FirstRow is bigger than FT.com and LastMinute.com. This means that it is able to generate vast streams of income – notably from companies such as Bet365.com. ( The FA’s expert estimated a revenue of between five and nine million annually!) FirstRow is even being used in Pubs across the UK, and averages around 10 million users worldwide.
FirstRow operates under false names and addresses, from a multitude of domains, making it impossible to find them. Cease and Desist letters have been ignored. The FA had no option but to turn to the law, and ask for an injunction. And that, in a nutshell, is what the case of FOOTBALL ASSOCIATION PREMIER LEAGUE LTD v BRITISH SKY BROADCASTING LTD & 5 ORS  EWHC 2058 (Ch) was about. What makes this case stand out from other recent media law copyright cases, is that it is not about peer2peer infringment. Using s97A of the Copyright Designs and Patents Act 1988, the claimants asked for an injunction against the service providers – such as BSkyB, TalkTalk, Virgin and BT. This was not defended …..no surprises there! They didn’t even turn up for the hearing! Those service providers must now take down any of the FirstRow sites that they are aware of.

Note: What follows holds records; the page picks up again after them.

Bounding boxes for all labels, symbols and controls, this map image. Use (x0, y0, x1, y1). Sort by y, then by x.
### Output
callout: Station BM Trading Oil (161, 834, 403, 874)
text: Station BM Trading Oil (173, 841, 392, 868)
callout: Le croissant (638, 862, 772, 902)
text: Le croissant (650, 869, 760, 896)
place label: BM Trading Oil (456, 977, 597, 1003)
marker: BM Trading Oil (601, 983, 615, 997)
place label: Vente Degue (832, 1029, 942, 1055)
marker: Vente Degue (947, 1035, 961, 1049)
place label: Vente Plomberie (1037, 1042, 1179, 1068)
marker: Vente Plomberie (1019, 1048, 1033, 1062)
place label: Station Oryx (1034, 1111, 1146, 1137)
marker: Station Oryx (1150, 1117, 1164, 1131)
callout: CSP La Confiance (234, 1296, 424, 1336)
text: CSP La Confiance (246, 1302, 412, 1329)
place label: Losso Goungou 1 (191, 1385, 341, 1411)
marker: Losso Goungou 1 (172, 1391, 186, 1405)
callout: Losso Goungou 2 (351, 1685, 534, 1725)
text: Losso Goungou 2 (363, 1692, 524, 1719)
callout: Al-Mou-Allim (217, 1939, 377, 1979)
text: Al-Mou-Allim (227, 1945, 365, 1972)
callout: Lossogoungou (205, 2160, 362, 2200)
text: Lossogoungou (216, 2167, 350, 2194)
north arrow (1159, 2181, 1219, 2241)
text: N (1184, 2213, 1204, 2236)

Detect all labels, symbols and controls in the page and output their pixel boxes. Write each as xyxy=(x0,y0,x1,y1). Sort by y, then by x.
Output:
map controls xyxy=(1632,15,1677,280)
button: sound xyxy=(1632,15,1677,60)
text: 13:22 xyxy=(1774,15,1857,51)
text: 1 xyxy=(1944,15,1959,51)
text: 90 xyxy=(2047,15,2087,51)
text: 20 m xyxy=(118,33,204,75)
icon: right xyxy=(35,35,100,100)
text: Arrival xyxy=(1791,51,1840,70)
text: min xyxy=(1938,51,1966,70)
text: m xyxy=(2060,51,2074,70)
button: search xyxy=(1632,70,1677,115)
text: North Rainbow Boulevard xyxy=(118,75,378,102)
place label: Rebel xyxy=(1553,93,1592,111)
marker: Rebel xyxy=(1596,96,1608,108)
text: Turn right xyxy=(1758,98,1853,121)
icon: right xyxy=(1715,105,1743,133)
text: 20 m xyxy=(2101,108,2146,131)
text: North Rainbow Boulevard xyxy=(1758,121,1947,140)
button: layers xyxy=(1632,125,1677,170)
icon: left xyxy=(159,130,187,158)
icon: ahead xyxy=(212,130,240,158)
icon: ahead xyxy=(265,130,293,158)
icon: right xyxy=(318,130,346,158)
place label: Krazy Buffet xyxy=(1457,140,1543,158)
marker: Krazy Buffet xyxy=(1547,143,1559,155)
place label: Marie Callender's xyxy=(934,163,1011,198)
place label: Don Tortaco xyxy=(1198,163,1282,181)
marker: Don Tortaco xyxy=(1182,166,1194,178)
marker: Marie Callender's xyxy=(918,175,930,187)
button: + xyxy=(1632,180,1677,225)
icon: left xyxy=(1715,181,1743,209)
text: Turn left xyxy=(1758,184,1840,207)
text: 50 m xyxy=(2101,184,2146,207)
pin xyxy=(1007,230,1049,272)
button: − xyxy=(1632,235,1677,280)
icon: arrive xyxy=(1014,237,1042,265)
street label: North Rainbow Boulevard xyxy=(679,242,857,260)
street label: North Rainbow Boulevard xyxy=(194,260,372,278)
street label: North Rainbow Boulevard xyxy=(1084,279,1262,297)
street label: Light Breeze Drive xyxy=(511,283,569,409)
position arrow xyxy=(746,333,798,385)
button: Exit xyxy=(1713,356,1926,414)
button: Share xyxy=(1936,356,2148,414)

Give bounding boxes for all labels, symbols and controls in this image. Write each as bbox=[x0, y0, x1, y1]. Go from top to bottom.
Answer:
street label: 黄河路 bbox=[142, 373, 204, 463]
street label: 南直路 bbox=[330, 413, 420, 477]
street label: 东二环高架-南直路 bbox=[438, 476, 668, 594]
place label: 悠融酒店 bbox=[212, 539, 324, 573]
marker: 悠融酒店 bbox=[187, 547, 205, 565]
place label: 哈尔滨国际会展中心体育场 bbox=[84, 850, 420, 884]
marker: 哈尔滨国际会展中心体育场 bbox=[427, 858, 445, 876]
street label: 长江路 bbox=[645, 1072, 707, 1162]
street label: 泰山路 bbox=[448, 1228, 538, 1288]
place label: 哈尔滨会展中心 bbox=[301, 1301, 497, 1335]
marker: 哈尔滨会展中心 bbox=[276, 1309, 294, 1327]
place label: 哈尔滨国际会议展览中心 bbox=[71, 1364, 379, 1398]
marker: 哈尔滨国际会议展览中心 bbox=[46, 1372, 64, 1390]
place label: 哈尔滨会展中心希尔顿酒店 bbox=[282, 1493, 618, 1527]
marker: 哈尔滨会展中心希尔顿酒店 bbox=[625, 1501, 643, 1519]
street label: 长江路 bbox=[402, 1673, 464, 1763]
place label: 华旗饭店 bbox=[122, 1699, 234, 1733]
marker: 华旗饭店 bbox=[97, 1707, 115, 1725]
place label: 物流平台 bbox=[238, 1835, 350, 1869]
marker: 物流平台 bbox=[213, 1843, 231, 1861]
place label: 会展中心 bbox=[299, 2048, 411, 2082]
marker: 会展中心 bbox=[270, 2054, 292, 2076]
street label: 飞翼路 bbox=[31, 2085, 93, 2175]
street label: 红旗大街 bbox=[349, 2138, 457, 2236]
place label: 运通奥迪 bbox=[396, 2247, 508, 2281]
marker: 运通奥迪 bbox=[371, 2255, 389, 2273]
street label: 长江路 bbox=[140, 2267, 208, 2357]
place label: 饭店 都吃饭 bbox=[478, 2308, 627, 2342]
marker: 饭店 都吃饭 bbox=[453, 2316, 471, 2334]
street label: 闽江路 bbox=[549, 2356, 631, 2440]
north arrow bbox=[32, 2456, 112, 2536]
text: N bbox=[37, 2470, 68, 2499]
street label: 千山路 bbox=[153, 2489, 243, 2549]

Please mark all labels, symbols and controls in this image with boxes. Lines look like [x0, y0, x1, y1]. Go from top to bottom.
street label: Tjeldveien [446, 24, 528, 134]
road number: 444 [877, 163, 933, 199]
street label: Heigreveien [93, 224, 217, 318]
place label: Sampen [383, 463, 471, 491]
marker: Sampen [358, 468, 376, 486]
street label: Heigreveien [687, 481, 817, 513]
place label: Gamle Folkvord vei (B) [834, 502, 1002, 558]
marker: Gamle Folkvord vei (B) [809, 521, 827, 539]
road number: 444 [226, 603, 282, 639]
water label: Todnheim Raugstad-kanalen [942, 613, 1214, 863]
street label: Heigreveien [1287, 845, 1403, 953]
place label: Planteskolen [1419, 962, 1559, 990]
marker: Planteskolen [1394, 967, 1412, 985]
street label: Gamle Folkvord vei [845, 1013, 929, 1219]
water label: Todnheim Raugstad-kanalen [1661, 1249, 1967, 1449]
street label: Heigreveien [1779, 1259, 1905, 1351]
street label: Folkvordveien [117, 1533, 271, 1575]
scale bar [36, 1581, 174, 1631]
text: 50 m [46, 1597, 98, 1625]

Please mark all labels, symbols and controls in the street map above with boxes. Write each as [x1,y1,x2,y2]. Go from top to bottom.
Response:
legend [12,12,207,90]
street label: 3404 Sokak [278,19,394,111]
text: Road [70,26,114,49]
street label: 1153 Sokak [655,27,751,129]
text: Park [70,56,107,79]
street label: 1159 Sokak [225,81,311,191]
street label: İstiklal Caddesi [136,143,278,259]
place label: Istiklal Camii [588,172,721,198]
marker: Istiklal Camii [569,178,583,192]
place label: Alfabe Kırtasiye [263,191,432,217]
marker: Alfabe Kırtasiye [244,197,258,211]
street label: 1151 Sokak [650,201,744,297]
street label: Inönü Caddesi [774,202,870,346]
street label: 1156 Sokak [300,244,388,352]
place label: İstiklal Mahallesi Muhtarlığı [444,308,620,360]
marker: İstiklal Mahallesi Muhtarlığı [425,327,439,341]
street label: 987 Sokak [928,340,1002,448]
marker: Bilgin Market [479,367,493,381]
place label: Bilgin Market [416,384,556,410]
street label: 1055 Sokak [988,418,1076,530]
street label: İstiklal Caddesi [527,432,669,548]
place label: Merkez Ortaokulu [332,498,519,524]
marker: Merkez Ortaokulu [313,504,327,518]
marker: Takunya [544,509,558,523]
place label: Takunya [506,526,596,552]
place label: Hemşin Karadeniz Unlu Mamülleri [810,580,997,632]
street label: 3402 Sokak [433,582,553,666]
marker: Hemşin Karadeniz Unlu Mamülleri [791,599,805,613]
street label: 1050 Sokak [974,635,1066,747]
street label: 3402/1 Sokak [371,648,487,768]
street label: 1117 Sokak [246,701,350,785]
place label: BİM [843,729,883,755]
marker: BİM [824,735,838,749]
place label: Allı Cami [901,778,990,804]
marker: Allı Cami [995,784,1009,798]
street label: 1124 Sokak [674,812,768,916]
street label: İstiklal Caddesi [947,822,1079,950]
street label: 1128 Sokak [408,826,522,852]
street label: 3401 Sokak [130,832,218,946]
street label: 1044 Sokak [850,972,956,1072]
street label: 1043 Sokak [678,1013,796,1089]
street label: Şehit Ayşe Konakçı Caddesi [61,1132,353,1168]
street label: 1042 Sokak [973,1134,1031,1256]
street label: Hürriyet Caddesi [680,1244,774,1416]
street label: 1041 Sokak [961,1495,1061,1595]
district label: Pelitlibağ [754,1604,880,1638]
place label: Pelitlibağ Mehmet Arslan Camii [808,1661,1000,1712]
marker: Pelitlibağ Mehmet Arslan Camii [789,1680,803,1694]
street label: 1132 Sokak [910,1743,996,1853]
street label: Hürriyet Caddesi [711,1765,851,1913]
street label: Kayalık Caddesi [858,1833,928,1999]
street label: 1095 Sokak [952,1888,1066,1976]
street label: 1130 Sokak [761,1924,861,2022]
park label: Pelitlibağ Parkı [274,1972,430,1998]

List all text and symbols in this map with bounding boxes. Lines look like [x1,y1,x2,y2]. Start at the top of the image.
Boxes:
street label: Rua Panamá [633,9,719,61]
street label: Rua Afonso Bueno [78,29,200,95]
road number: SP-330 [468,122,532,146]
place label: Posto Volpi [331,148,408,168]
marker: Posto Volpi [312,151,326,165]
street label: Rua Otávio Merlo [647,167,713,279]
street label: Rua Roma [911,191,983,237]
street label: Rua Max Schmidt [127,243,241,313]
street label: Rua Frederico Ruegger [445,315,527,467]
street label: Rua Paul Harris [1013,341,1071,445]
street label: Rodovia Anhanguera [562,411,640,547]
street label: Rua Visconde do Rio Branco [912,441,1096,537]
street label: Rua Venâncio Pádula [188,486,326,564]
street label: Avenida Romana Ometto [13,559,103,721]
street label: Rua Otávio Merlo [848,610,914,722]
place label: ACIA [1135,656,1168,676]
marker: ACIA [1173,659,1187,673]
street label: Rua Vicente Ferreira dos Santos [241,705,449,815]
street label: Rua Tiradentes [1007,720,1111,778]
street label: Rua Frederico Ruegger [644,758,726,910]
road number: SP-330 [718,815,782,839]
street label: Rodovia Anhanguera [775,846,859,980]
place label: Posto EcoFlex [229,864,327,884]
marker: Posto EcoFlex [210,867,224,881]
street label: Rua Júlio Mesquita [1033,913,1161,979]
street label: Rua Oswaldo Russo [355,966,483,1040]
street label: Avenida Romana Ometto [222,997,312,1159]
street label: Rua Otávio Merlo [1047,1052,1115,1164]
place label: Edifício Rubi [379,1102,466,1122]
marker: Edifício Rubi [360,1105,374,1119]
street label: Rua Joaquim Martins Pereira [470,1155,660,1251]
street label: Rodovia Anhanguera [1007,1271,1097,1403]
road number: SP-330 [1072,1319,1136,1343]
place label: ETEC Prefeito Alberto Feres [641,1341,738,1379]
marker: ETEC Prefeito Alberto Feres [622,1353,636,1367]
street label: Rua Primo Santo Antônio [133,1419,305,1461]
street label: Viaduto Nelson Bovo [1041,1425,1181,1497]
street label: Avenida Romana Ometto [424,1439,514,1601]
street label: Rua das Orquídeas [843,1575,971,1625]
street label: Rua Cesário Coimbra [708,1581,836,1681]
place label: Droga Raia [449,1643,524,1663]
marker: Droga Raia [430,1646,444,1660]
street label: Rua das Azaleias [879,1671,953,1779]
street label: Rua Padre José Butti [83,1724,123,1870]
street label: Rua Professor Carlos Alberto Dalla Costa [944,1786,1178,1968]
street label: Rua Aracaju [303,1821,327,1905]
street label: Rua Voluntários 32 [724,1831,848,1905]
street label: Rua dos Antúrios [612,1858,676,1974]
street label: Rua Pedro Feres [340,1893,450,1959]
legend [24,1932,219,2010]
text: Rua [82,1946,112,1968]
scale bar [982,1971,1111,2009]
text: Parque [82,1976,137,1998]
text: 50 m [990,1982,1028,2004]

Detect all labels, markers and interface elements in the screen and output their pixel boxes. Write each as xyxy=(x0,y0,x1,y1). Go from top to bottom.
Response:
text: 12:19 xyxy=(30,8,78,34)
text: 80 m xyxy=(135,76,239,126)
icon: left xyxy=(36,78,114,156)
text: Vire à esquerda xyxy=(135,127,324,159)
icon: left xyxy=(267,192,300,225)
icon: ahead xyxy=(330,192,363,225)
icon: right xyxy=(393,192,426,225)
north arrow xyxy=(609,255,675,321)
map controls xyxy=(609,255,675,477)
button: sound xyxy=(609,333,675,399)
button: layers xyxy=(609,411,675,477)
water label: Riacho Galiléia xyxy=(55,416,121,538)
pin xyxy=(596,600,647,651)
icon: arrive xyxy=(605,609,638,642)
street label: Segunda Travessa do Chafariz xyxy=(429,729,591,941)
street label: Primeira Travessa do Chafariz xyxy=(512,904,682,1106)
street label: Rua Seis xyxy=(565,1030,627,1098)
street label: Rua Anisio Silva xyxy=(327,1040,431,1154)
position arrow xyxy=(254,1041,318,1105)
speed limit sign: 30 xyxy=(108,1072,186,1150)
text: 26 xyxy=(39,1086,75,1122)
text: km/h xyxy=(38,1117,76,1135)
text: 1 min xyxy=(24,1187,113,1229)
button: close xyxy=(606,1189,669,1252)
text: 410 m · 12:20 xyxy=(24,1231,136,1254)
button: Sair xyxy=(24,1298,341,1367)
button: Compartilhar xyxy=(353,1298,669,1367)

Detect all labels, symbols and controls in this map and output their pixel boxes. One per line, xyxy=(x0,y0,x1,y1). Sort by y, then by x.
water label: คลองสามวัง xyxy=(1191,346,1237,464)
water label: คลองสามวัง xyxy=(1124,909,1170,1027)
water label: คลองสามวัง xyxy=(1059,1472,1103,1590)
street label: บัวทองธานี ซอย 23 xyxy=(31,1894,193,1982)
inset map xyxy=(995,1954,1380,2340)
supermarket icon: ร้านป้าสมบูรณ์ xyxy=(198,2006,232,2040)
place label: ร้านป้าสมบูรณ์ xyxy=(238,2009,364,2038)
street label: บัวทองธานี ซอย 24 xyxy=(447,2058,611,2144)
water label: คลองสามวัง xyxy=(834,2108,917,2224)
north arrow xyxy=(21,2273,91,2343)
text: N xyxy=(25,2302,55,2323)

Having won their match, the tournament now begins. FirstRow are reported to have said that as their users are mostly ‘kids who cannot afford to pay to watch the games’, they have no intention of stopping streaming. Many users will, in any case, be knowledgeable enough to circumvent the blocking measures, and of course, the site is hosted outside the UK, making it outside the reach of UK law.
I didn’t have a picture of a mole. It was this or a rabbit. Watch out for the rabbit at a later date…….
I watch with interest to see whether that’s the latest game to make it on to the FirstRow fixtures list!
Although I don’t pay for sports channels (though my Mr would probably be happy if I did!) I used to do so, for all my sons to enjoy. I would think it must be quite galling for those that pay the price, seeing others piggybacking off their monthly subscription fees.